Pour Gramsci, il existe deux sortes d'intellectuels. L'intellectuel classique est celui qui apparaît comme "neutre" par rapport aux contradictions se développant au sein d'une société. Selon Gramsci, le prototype de ces intellectuels, c'est le clergé.Gramsci parlait évidemment de l'Italie des années '20. le clergé a perdu quelque peu de son influence dans nos sociétés. Que le clergé soit "neutre", selon Gramsci, ne doit pas nécessairement susciter en nous le scepticisme. De toute façon, cette neutralité est une apparence qu'affecte l'intellectuel classique. Le clergé ou tout intellectuel "classique" est-il donc nécessairement un imposteur dans la mesure où il cherche à apparaître "neutre" alors que, en fait, il ne l'est pas? Ce n'est pas sûr. Il y a dans tout "apparaître" une dose de sincérité. Bourdieu insistera beaucoup sur cet aspect de la vie sociale. Et nous y verrons plus clair si nous multiplions les exemples concrets. Même si cela est remis en cause aujourd'hui, l'idéal de la télévision belge (RTBF) a été longtemps l'objectivité, idéal auquel les journaux écrits, même engagés (mais il en reste peu), ont tenté également de se conformer. Ce n'est peut-être pas un hasard si le grand journal pour la Wallonie et Bruxelles soit un journal considéré comme "neutre" (Le Soir). C'est lui qui a le plus grand lectorat ((le plus grand nombre de lecteurs réels contrôlé par le CIM :son lectorat dépasse le chiffre de 500.000 alors que le deuxième journal, Vers l'Avenir, avec ses nombreux autres titres (L'Avenir, Le Jour, Le Rappel etc.) dépasse seulement les 400.000 lecteurs. Ce ne sont pas les seuls journaux qui se réclament de la valeur d'objectivité ou d'impartialité : la science s'en réclame aussi.

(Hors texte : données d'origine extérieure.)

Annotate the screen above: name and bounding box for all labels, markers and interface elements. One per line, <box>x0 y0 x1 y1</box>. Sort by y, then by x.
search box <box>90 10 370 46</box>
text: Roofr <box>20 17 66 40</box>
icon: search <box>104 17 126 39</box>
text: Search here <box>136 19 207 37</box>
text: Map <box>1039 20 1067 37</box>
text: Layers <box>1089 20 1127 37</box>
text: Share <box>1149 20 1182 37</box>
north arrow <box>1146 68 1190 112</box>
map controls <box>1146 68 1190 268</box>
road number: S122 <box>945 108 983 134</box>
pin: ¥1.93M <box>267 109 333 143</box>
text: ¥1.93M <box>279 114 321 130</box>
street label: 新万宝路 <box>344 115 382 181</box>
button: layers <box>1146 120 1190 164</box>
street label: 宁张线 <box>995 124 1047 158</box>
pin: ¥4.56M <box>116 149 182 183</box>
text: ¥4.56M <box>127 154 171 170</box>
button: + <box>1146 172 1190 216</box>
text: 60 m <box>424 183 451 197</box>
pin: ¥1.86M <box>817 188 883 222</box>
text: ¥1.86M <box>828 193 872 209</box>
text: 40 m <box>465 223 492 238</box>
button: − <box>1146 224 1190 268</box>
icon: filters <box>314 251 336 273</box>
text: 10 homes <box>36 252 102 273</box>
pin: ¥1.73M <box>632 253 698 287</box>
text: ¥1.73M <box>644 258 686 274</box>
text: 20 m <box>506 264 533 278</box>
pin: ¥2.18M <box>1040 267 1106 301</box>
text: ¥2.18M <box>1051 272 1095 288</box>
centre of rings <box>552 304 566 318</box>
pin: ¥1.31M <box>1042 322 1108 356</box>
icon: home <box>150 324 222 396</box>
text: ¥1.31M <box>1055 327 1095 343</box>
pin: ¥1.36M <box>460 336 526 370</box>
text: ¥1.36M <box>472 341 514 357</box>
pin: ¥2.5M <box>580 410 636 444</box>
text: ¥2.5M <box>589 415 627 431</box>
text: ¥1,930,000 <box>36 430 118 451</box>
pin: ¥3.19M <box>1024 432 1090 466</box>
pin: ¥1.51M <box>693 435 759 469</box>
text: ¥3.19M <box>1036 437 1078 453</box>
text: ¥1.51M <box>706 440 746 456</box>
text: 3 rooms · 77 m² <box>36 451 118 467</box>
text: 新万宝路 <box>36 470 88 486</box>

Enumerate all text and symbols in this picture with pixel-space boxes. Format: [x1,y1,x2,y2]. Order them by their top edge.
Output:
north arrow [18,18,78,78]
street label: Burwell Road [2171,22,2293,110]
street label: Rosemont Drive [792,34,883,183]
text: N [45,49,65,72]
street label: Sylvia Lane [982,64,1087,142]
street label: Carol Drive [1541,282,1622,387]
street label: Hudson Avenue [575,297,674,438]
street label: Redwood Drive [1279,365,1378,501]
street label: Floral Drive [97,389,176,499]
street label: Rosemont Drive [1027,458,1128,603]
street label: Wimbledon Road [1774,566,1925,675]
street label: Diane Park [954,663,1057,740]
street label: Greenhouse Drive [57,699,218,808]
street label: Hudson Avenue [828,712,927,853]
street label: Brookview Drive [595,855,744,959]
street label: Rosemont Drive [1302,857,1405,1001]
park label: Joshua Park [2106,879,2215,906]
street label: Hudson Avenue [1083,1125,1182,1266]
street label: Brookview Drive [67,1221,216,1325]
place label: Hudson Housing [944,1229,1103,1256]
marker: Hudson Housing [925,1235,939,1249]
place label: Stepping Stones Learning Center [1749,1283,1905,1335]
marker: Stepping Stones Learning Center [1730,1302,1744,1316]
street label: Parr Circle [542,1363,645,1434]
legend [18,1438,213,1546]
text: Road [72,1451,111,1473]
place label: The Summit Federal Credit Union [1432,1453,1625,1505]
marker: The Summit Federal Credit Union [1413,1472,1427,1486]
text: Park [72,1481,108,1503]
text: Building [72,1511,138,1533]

Les scientifiques peuvent être considérés comme des intellectuels "classiques" au sens de Gramsci, les professeurs, les experts en général. Mais, puisque nous venons d'employer le mot "expert", il est bon de remarquer au passage à quel point, devant un tribunal par exemple, l'objectivité des experts est déjà battue en brèche : il y a des experts de l'accusation et des experts de la défense. L'expertise ne se conçoit pas sans contre-expertise. Il ne s'agit évidemment pas de mettre en cause ici l'idéal d'objectivité de la science mais celle-ci, comme un scientifique l'a fait remarquer lui-même, est plus partisane (1) qu'elle ne veut bien se l'avouer. En fait, selon Gramsci, l'intellectuel classique est celui qui parvient à cacher son rapport avec la classe sociale au service de laquelle il se situe en fait. Cette façon de cacher et de se cacher a toute son importance, nous le verrons avec Bourdieu. Dans une conversation politique, il est toujours expédient de faire appel, àl'appui de ses dires, à l'avis du professeur Untel. C'est une conséquence du statut des intellectuels classiques dans la société. A propos d'un récent sondage sur le choix des Wallons en faveur de la région plutôt que de la Communauté, un universitaire, réalisateur de cette étude, avouait qu'il avait conclu cette étude de manière nuancée pour rester "scientifique", alors que l'on voyait bien dans quel sens allaient les résultats.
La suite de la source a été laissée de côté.